# low voltage lighting flickering



## rnichols (Apr 19, 2011)

I have been trying to figure out this custom lighting problem for awhile now. I have this LBL lighting rail system, it uses mr16 led bulbs for the fixture bulbs. I have tried both types of transformers, and with the electronic transformers it takes the flicker out until the lights are on for ten minutes or more.

The ho also wanted this on an automated system, we used the simply automated ubp system. The flicker is there with it without this automated system. I do not have a power quality tester, I do have as part of the lighting control system a program that troubleshoots the lighting system and that program claims there is a lot of noise on the line. So we shut every breaker off in the house but the circuit the lights were on and the noise was still there. Even tried a temp circuit just ran from the panel to the light, noise still there.

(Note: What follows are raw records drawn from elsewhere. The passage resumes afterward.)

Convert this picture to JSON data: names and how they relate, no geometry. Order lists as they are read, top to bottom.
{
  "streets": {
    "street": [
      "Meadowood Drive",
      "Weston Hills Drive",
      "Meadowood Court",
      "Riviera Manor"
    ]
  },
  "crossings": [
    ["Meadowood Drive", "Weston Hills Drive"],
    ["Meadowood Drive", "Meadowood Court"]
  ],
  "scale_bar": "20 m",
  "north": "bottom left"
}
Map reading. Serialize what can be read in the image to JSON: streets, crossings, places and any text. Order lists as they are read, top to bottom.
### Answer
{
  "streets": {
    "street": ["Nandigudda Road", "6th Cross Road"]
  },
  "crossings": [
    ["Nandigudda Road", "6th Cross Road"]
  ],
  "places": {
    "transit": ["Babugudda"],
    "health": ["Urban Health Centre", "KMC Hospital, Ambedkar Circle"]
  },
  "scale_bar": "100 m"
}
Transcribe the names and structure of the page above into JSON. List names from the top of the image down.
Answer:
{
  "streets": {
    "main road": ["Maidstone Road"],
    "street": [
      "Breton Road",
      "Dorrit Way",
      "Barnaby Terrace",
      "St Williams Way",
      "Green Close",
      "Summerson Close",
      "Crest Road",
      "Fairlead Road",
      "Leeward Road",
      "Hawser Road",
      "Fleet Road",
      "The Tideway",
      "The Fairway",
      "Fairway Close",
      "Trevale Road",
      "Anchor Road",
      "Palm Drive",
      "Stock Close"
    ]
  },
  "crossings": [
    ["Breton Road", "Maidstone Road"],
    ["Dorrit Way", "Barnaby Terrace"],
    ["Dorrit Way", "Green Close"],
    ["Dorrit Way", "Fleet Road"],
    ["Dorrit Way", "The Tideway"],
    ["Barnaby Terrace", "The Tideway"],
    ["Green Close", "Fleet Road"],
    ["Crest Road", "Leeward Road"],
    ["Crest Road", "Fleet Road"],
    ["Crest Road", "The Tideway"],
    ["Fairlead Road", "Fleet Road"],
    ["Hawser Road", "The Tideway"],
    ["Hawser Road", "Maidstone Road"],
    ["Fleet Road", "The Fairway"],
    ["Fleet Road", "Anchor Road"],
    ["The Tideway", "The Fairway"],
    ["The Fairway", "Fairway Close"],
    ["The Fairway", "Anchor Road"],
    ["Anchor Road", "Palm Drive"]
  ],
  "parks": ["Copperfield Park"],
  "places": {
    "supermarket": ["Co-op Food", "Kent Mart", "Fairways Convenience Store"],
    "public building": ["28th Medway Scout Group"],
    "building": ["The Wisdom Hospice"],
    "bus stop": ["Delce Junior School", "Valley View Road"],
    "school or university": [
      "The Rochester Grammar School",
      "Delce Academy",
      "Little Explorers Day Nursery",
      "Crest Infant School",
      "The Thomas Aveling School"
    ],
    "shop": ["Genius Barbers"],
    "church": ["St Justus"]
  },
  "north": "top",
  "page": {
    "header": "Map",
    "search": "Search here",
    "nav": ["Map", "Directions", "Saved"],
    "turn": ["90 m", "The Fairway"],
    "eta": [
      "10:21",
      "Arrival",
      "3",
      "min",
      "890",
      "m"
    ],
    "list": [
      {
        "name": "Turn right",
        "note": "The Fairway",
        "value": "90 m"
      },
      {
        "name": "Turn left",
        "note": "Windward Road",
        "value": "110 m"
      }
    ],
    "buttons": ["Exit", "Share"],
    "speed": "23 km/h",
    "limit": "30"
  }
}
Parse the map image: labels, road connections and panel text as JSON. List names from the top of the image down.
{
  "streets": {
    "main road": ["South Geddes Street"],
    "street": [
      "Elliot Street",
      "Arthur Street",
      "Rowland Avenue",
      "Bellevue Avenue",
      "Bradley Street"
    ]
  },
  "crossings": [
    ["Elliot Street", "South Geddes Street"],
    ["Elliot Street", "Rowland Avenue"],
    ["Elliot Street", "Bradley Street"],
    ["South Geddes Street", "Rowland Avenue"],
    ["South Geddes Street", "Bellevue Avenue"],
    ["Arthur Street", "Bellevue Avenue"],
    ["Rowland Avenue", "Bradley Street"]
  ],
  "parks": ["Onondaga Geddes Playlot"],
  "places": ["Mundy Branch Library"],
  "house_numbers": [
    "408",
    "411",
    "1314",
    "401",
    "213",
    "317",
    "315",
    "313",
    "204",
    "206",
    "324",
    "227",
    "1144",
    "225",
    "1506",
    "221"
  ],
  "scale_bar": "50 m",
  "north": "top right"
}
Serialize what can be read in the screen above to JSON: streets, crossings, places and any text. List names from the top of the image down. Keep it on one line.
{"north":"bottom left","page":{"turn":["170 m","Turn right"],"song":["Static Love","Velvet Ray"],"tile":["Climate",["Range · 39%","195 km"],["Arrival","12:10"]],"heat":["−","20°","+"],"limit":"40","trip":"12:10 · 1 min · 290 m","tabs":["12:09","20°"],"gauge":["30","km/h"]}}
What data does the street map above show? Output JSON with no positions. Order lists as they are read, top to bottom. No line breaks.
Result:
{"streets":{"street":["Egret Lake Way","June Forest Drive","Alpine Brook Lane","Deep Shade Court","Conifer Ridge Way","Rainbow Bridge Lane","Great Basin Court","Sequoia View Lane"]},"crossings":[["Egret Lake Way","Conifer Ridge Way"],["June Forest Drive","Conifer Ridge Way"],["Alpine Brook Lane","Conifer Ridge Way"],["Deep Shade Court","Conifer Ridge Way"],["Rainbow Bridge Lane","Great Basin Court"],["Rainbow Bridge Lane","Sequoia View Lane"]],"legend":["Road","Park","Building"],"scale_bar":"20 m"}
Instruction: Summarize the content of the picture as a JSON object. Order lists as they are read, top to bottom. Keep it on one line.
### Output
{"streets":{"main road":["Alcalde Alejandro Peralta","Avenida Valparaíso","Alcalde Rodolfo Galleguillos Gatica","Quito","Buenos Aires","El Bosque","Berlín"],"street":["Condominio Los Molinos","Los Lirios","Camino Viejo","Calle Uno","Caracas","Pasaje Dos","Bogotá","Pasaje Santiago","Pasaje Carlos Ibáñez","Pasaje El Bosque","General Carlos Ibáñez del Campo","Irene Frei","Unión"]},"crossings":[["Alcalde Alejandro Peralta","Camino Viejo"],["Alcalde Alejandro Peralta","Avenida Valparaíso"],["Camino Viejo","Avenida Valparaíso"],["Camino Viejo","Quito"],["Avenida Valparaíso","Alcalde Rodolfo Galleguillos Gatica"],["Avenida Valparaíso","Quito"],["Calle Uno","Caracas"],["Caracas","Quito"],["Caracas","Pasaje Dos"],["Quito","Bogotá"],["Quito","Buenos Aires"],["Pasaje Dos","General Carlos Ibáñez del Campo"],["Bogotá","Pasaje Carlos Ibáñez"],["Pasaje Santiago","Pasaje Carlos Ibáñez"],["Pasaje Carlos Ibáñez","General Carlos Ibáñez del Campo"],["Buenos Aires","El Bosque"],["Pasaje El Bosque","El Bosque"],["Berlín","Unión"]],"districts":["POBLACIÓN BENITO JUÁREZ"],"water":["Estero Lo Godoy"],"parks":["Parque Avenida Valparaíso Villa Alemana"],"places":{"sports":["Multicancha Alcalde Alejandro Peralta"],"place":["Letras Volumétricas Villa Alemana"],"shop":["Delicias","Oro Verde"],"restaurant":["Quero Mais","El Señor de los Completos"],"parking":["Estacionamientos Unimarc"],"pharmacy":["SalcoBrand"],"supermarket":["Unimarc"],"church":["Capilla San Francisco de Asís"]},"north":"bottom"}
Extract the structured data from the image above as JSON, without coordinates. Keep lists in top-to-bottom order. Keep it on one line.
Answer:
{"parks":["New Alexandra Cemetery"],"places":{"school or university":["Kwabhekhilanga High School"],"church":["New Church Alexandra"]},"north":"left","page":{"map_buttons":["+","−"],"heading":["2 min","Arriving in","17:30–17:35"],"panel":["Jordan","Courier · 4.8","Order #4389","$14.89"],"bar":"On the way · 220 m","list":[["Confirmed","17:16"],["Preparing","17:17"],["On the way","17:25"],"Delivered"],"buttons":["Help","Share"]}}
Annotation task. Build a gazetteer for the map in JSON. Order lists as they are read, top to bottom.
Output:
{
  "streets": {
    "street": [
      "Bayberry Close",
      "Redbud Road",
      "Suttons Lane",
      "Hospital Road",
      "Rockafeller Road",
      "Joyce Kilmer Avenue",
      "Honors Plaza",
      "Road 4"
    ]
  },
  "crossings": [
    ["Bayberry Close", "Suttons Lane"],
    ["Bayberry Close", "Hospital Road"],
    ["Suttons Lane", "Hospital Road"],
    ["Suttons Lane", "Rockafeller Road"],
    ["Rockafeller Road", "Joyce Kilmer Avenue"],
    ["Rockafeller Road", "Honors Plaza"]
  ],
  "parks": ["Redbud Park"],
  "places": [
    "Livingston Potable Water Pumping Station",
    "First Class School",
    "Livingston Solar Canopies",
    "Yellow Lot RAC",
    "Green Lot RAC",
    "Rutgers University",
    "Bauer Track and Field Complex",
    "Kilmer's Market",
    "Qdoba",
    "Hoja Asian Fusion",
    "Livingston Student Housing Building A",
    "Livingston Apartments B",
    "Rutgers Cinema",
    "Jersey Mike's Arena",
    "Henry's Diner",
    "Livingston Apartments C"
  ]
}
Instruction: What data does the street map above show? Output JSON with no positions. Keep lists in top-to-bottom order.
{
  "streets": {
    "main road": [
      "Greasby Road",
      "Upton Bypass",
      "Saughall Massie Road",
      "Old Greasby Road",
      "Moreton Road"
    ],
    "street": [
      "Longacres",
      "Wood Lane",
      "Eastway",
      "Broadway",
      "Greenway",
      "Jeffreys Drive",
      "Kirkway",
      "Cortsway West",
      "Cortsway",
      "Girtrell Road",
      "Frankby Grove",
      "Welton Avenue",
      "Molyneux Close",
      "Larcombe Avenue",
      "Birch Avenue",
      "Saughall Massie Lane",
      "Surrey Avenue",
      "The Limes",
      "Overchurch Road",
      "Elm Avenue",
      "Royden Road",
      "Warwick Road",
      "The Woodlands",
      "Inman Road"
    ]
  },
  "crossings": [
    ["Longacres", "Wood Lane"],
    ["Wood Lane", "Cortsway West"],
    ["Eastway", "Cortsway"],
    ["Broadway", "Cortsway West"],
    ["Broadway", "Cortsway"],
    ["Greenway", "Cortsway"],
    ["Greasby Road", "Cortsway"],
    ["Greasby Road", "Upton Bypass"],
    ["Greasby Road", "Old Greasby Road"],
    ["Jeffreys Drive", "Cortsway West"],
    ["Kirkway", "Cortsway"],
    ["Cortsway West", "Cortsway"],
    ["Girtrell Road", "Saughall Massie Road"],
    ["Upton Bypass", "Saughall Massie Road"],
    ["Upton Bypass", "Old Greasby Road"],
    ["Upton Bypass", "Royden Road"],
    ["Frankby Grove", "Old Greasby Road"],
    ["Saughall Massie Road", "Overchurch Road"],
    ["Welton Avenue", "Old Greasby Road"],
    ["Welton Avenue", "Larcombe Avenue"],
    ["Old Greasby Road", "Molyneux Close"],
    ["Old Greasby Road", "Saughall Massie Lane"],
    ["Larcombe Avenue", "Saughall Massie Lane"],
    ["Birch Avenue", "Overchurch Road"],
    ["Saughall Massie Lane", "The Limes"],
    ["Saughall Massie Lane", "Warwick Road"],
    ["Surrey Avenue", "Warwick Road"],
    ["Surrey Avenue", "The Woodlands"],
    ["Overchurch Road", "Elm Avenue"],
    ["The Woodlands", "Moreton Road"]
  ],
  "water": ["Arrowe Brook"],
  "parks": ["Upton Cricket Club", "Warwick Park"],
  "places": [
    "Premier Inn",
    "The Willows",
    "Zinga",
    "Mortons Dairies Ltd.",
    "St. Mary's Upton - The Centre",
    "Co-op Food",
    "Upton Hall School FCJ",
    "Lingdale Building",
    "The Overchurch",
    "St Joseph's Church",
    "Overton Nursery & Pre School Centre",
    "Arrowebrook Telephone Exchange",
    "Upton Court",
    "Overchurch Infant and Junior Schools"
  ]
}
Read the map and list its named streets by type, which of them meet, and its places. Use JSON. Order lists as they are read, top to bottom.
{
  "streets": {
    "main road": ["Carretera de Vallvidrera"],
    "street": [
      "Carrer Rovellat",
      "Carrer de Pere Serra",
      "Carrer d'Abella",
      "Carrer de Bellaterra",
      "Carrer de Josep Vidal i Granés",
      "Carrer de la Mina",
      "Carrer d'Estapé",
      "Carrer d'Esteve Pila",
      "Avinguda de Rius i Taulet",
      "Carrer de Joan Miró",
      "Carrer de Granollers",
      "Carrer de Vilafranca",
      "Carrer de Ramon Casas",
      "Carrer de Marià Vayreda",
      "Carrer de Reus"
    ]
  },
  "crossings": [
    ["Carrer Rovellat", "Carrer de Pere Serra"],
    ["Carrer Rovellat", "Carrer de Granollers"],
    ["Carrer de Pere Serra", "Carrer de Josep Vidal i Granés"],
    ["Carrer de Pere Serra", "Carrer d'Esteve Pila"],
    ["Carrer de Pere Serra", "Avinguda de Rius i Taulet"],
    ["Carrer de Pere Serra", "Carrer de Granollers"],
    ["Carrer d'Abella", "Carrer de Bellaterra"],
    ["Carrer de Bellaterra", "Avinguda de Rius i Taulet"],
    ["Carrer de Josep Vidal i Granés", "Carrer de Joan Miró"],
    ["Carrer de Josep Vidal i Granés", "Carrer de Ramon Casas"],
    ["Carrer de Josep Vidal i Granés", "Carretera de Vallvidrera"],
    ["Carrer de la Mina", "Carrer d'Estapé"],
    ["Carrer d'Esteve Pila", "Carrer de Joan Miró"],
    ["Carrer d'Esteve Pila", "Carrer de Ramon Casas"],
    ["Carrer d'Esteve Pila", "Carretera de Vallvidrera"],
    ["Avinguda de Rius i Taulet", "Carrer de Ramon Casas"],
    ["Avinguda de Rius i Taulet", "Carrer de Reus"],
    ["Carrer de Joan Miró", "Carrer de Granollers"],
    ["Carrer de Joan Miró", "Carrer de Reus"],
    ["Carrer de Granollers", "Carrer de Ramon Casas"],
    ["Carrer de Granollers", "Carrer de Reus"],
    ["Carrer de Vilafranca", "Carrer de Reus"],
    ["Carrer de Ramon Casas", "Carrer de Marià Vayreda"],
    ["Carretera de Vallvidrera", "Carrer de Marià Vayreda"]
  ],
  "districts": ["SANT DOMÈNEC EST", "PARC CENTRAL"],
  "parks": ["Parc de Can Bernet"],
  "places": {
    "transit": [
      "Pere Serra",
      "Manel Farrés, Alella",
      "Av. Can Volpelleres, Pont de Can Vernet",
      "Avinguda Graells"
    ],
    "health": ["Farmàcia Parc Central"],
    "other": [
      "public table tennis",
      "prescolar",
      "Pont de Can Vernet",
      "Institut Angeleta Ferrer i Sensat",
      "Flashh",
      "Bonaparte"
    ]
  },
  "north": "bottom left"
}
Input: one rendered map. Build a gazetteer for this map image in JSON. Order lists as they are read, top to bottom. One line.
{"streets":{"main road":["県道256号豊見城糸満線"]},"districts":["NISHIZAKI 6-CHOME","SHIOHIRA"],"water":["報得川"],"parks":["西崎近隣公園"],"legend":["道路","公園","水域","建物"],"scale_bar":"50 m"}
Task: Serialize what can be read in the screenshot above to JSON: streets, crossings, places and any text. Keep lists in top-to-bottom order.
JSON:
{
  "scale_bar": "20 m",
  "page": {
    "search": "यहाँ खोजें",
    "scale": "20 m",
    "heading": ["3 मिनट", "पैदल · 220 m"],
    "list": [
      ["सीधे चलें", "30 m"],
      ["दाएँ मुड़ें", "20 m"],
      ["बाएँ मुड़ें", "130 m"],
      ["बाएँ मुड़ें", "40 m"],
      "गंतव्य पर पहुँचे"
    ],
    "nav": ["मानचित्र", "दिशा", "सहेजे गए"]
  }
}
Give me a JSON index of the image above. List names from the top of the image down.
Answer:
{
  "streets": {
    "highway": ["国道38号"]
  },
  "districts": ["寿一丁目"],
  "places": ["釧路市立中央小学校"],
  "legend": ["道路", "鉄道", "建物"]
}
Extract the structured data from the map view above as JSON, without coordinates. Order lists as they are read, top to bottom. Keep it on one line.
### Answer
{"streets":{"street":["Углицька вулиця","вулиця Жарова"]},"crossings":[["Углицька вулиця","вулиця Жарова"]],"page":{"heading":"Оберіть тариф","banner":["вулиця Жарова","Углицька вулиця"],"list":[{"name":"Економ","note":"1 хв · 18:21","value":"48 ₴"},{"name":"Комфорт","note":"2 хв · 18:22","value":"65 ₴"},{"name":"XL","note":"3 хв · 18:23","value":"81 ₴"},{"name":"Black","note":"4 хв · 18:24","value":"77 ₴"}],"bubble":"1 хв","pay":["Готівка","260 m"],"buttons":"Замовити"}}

Any ideas? Power company claims there side is all good.


----------



## yankeewired (Jul 3, 2008)

I would suspect that your automation program is correct. There is most likely a lot of "noise" . The residence you are working in shares a poco transformer out at the street somewhere. Who knows what the neighbors are producing . Also electronic ballasts create havoc on power line carrier type automation systems as well. When you said you shut off all the other breakers and temped up a dedicated circuit did you use a tradional wall switch or run it through the UPB dimmer? Also can you shut off the trak lighting load and run a noise test on your automation software to receptacle off the panel with nothing else turned on? If you have a noisy line now than this will confirm that its coming from outside . If this is the case you need to look for a power conditioner of some sort . I assume there are some whole house UPB filters or something like that available.


----------



## rnichols (Apr 19, 2011)

yankeewired said:


> I would suspect that your automation program is correct. There is most likely a lot of "noise" . The residence you are working in shares a poco transformer out at the street somewhere. Who knows what the neighbors are producing . Also electronic ballasts create havoc on power line carrier type automation systems as well. When you said you shut off all the other breakers and temped up a dedicated circuit did you use a tradional wall switch or run it through the UPB dimmer? Also can you shut off the trak lighting load and run a noise test on your automation software to receptacle off the panel with nothing else turned on? If you have a noisy line now than this will confirm that its coming from outside . If this is the case you need to look for a power conditioner of some sort . I assume there are some whole house UPB filters or something like that available.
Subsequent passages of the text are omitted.